Applications for CFAP 2 will be accepted by the USDA from September 21 through December 11, 2020. Payments will be based on 2019 sales, excepting new farmers who had no sales in 2019. Their calculations will be based on 2020 sales up to the point of application. The percent-payment-factor will be figured on a sliding scale, depending on amount of sales; ranging from 10.6% for sales below $50,000 to 8.8% for sales over $1 million.
The USDA has done a very good job of laying out information regarding the program on their website and also provide assistance through our local Farm Service Agency offices around the state. Assistance with applications is available on line at https://www.farmers.gov/cfap/aquaculture. The FSA office for Wakulla County is in Monticello and can be called at (850) 997-2072 ext 2, or email Melissa Rodgers at email@example.com. Growers in Franklin County can reach their FSA office in Blountstown at (850) 674-8388 ext 2, or email Brent Reitmeier at firstname.lastname@example.org.

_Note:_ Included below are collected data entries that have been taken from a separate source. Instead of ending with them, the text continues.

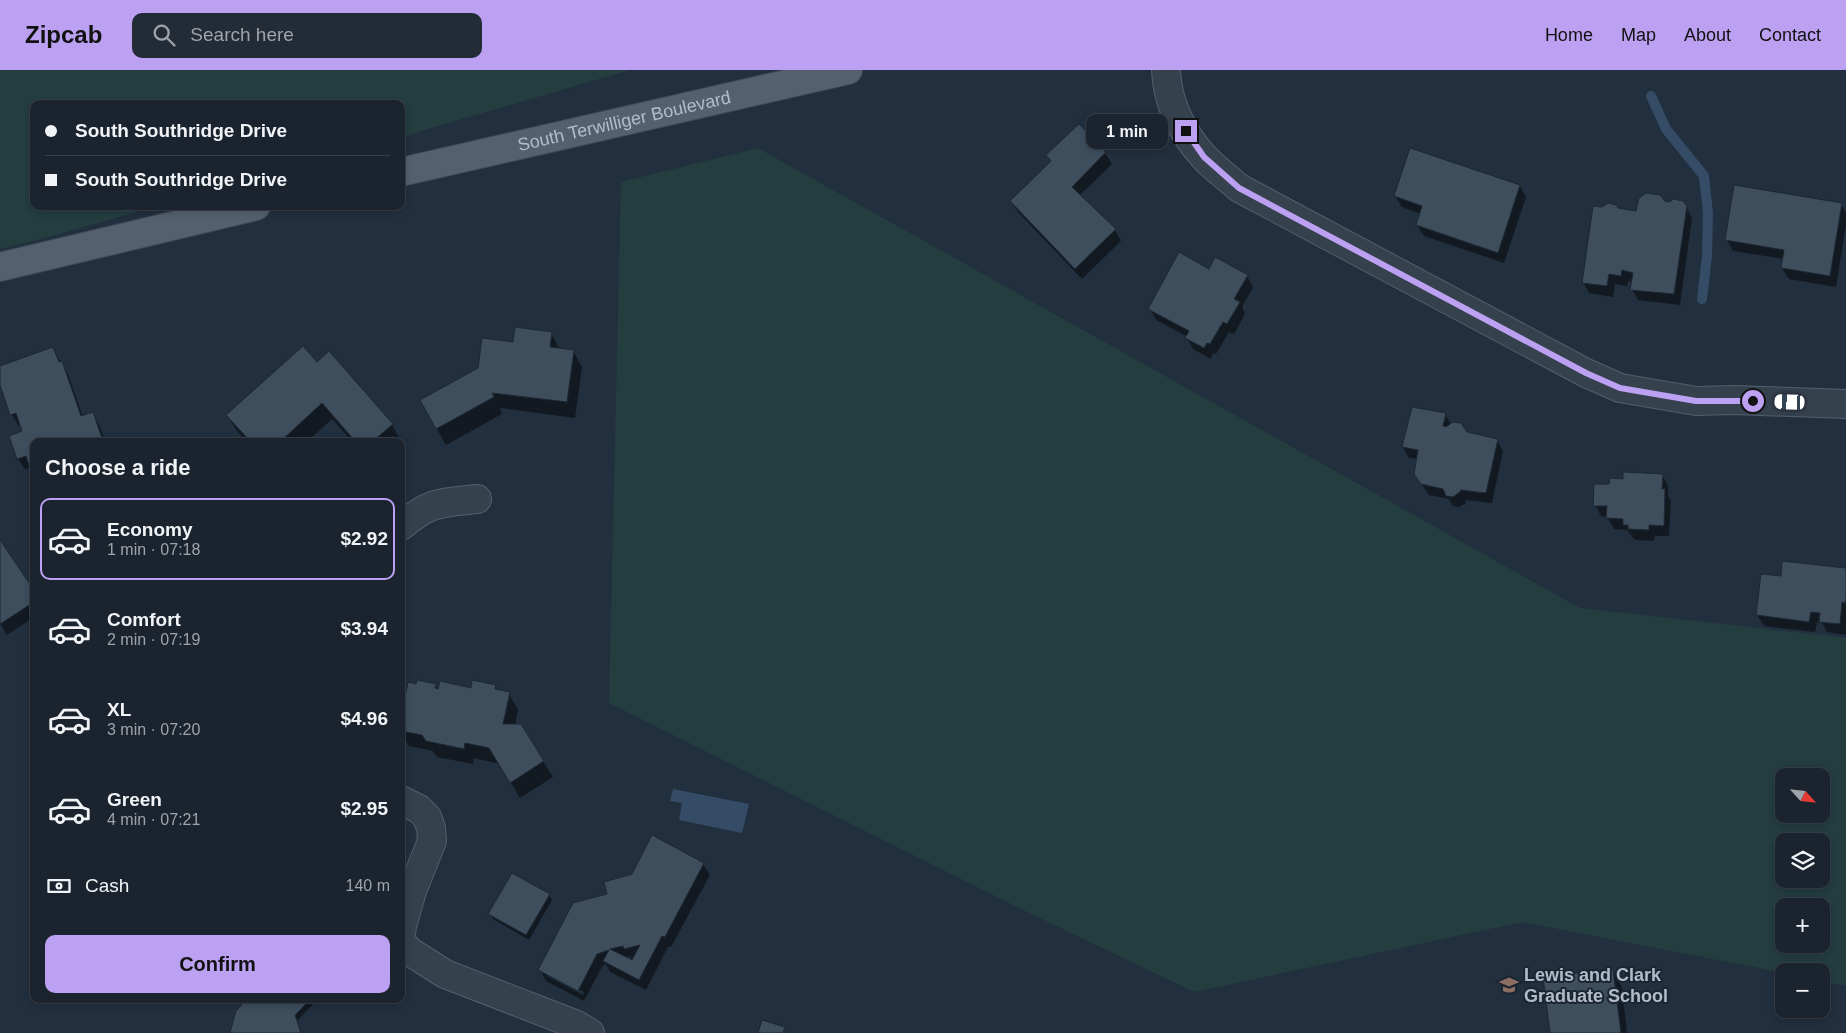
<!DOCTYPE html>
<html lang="en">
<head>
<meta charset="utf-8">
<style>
	body { margin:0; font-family:Arial,sans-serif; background:#232b36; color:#f1f3f6; height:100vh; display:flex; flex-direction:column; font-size:19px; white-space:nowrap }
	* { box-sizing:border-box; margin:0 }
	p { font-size:16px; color:#9fa4aa }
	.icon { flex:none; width:28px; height:28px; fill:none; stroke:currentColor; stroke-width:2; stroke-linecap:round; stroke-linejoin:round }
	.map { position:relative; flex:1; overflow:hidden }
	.drawer { position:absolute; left:30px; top:368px; width:375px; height:565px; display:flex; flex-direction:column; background:#1a232e; border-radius:10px; box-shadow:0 2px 8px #0003,0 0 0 1px #38404a }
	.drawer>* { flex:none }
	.top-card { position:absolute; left:30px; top:30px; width:375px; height:110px; border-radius:10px; box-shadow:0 2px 8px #0003,0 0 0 1px #38404a; display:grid; align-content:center; height:110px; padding:0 15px; background:#1a232e }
	.needle { width:32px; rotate:117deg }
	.tools { position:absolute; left:1775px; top:698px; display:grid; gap:10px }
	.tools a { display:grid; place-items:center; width:55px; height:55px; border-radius:10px; background:#1a232e; box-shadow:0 2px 8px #0003,0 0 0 1px #38404a; font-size:25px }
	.end { position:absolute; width:22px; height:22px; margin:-11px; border:6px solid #bca0f2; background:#111; box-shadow:0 0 0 2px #111 }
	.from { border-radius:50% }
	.bubble { position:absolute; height:35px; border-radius:10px; background:#1a232e; box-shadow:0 2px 8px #0003,0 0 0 1px #38404a; font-size:16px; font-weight:800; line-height:35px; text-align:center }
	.car { position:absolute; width:15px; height:30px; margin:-15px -8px; border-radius:6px; box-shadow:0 0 4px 1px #0007; background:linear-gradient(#fff 24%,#345 0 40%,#fff 0 76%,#345 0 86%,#fff 0) }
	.top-card b { display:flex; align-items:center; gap:18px; height:48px; font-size:19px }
	.top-card b+b { border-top:1px solid #38404a }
	.top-card i { width:12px; height:12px; background:#f1f3f6 }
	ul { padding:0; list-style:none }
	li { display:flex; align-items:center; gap:15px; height:82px; margin:0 10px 8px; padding:0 5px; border:2px solid transparent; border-radius:10px }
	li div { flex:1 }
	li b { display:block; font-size:19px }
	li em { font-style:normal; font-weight:800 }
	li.on { border-color:#bca0f2 }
	li>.icon { width:45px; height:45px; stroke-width:1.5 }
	h2 { padding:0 15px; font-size:22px; line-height:60px }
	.pay { display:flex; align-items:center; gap:12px; height:55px; padding:0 15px; font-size:19px }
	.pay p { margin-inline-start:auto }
	.primary-button { display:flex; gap:10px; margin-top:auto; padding:10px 15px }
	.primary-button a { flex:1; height:58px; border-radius:10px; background:#bca0f2; color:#111; font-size:20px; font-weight:800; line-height:58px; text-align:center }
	header { display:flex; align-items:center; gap:30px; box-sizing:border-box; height:70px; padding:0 25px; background:#bca0f2; color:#111 }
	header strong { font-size:24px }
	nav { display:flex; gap:28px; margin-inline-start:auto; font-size:18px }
	.search { width:350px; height:45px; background:#232b36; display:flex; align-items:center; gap:12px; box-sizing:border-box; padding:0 18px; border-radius:10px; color:#9fa4aa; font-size:19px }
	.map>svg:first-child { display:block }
	.green { fill:#243d3f; fill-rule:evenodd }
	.water { fill:#354c66 }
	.shadow { fill:#0007; fill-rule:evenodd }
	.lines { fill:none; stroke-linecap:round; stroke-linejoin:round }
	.stream { stroke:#354c66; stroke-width:10 }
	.building { fill:#3e4e5d; stroke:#1d2835; fill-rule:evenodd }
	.minor-casing { stroke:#545f6c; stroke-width:30 }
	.major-casing { stroke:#3f4a57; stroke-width:30 }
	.minor { stroke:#36414e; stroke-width:28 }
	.major { stroke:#54606e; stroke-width:28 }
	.route { stroke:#bca0f2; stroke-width:6 }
	.labels { text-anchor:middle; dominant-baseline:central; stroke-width:4; stroke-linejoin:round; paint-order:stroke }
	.street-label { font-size:18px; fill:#b2bcc9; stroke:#1b2633 }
	.poi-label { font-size:18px; font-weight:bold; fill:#b2bcc9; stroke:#1b2633; text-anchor:start }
</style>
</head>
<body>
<header>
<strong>Zipcab</strong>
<div class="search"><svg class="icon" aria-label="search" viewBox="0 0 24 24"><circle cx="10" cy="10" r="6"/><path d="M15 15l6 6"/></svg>Search here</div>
<nav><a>Home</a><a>Map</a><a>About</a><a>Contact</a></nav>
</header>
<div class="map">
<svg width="1846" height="963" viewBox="0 0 1846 963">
	<rect width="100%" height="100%" fill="#222f3e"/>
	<!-- green -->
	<g class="green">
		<polygon points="0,0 630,0 401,67 401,34 34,34 34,136 158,136 52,166 0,179"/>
		<path d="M 758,78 L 1580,538 L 1846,568 L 1846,916 L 1821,911 L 1821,901 L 1784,903 L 1523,852 L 1194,922 L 1021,839 L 609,633 L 621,112 ZM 1784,706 L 1821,706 L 1821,744 L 1784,744 ZM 1784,771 L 1821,771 L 1821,809 L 1784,809 ZM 1784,836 L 1821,836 L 1821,874 L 1784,874 Z"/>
	</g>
	<!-- water -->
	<polygon class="water" points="673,719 749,734 742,763 679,750 682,733 670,731"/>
	<!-- shadow -->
	<g class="shadow">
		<polygon points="1079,56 1105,83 1112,94 1079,126 1115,160 1121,171 1082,209 1018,142 1012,132 1051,92 1048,85"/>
		<polygon points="1520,116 1526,127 1504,193 1424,166 1417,155 1421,144 1402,137 1395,126"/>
		<polygon points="1664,132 1683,132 1692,148 1680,235 1638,230 1632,219 1633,212 1628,211 1627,216 1615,214 1613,227 1589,223 1583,212 1618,139 1637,142"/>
		<polygon points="1841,134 1846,143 1846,154 1836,217 1789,209 1782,198 1784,189 1733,181 1727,170"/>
		<polygon points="1210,200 1247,206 1253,217 1242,237 1245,244 1234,264 1229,262 1216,284 1213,283 1211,289 1193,279 1187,268 1188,267 1156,250 1150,239"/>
		<polygon points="551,263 560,280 573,281 582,297 575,348 500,338 502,344 446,375 421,331 480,299"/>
		<polygon points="53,279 68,304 83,347 92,343 99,354 105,371 34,371 34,401 31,397 25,399 18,389 11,366 24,362 21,354 18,355 12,345 0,311 0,297"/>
		<polygon points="317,294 392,355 401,371 352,371 332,349 308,371 246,371 237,361 227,345"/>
		<polygon points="1445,344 1451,355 1467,363 1497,370 1503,381 1492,433 1465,430 1466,433 1459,437 1453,436 1449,429 1429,425 1415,404 1418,389 1409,388 1403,377"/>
		<polygon points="1662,405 1668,416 1668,426 1671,431 1669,466 1655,466 1654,471 1635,470 1627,460 1614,459 1607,447 1601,446 1595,435 1611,415 1624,410"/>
		<polygon points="0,472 34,523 34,547 7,565 0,553"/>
		<polygon points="1846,499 1846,565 1827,562 1822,553 1817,552 1815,562 1764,556 1757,545 1782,508"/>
		<polygon points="435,615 439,622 495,616 498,621 509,624 518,640 515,655 543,691 553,707 520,728 500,694 474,688 473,694 437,687 433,681 409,676 401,663 401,652"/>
		<path d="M 703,794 L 710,805 L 671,877 L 668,877 L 646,920 L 610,902 L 606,894 L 603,895 L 584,931 L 546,911 L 540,900 L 608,825 L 633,805 ZM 630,886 L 633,892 L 624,888 ZM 547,903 L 584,922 L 583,925 L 547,906 Z"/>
		<polygon points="549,825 552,830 529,870 493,849 490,844"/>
		<polygon points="1613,901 1622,917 1627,963 1551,963"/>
		<polygon points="249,929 318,929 297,951 301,963 231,963 237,942"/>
	</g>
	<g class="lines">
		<!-- stream -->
		<polyline class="stream" points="1651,26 1666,59 1704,106 1708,143 1707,186 1702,229"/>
	</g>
	<!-- building -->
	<g class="building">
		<polygon points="1079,54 1106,82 1072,117 1116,159 1075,199 1010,131 1051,91 1046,85"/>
		<polygon points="1410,78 1520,115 1498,183 1416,155 1422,136 1394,126"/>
		<polygon points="1734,115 1842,133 1830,206 1781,198 1784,180 1725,170"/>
		<polygon points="1646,123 1660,125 1665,131 1670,132 1673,129 1683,131 1687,136 1674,224 1630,220 1633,203 1622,200 1621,206 1609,204 1607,216 1582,213 1593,136 1602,137 1608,133 1616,135 1618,138 1636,141 1639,128"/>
		<polygon points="1179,182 1209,199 1215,187 1248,205 1234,229 1240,232 1227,254 1223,252 1210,274 1207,273 1204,278 1185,268 1189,261 1148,239"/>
		<polygon points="515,257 552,262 550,277 574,280 567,332 492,323 494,327 436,359 420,330 478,298 482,268 513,272"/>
		<polygon points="303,276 317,292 329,281 393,354 373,371 355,371 322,333 281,371 250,371 226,345"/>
		<polygon points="53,277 59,292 62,291 81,346 93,342 103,371 34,371 34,394 29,396 26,386 17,389 9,366 22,361 16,343 10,345 0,315 0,296"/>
		<polygon points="1412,337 1446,343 1443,356 1446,357 1453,352 1461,353 1467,362 1498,369 1486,423 1460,420 1461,421 1453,427 1446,426 1443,419 1421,414 1414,404 1418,380 1402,377"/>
		<polygon points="1623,402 1663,404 1662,419 1665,419 1664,456 1649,455 1649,460 1628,459 1628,455 1623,455 1623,449 1606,448 1607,436 1593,436 1594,414 1609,414 1610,408 1623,409"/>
		<polygon points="0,470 34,520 34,532 0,554"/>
		<polygon points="1782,491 1846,498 1846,528 1845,533 1842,532 1840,554 1819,552 1820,543 1811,542 1809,552 1756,545 1761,504 1781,506"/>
		<polygon points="417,610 436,614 435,618 438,619 440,611 471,618 472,610 496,615 495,619 510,622 503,654 521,654 544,691 510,713 489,678 465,673 464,679 426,671 422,665 401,661 401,646 408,612 416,614"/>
		<path d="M 652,765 L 704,793 L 665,867 L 662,866 L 639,910 L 603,891 L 609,880 L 597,884 L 578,921 L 538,900 L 573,833 L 607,824 L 604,812 L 632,804 ZM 640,875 L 632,890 L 610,879 L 623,876 L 624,879 Z"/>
		<polygon points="512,803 550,824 526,865 488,844"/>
		<polygon points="1613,899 1621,963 1550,963 1543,907"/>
		<polygon points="247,929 311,929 295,945 301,963 230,963 236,941"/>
		<polygon points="762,950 785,957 783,963 758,963"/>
	</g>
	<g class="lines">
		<!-- minor casing -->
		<g class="minor-casing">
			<g id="minor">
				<path d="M 1166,0 C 1167,32 1182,63 1204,87 C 1214,98 1228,108 1239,118 L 1586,303 L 1620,318 L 1696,331 L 1735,330 L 1846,334"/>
				<path d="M 401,456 C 431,431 440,433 477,429"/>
				<polyline points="401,730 419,739 427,747 431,758 432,771 412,821 402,856 401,864"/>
				<polyline points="401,872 409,881 445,904 577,955 590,963"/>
			</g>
		</g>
		<!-- major casing -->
		<g class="major-casing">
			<g id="major">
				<path id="s1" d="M 401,102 L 848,0"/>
				<polyline points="0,197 256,136"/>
			</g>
		</g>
		<!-- minor -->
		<use href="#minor" class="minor"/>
		<!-- major -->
		<use href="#major" class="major"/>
	</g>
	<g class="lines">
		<!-- route -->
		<polyline class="route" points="1186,61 1204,87 1239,118 1586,303 1620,318 1696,331 1753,331"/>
	</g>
	<!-- icons -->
	<defs>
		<g id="university-bare" transform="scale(1.5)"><path d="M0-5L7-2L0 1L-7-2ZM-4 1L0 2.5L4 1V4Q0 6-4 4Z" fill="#8d6e63" stroke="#1b2633" stroke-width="2.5" paint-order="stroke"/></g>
	</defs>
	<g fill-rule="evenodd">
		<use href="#university-bare" x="1509" y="915"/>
	</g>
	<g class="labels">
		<!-- street labels -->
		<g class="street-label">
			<text stroke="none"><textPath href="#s1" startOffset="229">South Terwilliger Boulevard</textPath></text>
		</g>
		<!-- poi labels -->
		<g class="poi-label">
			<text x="1524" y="905">Lewis and Clark<tspan x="1524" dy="21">Graduate School</tspan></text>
		</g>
	</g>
</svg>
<div class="tools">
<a><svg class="needle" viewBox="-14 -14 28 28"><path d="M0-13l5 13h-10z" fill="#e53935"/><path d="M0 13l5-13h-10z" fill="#9fa4aa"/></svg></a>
<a><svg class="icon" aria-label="layers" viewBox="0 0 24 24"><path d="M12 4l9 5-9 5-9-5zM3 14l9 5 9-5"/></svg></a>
<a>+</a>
<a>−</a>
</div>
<i class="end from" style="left:1753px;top:331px"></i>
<i class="end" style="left:1186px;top:61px"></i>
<div class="bubble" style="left:1086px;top:44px;width:82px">1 min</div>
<i class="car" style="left:1790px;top:332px;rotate:272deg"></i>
<div class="top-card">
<b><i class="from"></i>South Southridge Drive</b>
<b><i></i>South Southridge Drive</b>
</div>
<section class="drawer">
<h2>Choose a ride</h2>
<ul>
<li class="on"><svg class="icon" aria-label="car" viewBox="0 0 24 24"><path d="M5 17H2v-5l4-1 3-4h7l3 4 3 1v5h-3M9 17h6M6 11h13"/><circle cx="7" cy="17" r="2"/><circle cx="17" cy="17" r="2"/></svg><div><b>Economy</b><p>1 min · 07:18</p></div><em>$2.92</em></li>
<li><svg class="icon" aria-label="car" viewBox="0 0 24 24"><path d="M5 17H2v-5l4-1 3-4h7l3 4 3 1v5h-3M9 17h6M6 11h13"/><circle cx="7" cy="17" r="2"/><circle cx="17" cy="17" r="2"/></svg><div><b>Comfort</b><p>2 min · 07:19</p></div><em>$3.94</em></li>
<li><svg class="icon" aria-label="car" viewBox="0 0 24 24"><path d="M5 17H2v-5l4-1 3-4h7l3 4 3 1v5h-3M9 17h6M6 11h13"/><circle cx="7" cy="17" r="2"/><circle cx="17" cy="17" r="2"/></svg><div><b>XL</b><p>3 min · 07:20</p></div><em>$4.96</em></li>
<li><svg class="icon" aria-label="car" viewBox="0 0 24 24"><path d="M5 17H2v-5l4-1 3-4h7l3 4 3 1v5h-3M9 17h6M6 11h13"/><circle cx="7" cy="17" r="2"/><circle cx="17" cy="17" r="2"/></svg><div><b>Green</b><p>4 min · 07:21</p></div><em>$2.95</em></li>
</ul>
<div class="pay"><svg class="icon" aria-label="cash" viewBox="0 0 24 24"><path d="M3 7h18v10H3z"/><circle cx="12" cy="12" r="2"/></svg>Cash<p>140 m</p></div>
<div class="primary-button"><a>Confirm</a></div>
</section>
</div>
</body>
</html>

With the plethora of confusing acronyms flying around in our present day, CFAP is one worth paying attention to. Why? Because it is providing targeted assistance to a segment of our US economy we should all stand behind. Agriculture is a critical component of all of our lives each and every day. If you have a chance to thank a farmer for what they do, or a legislator for moving this effort forward, or an industry support group that provided the data the legislator needed; don’t miss the opportunity. The hard-working men and woman who produce our locally grown fresh seafood deserve it.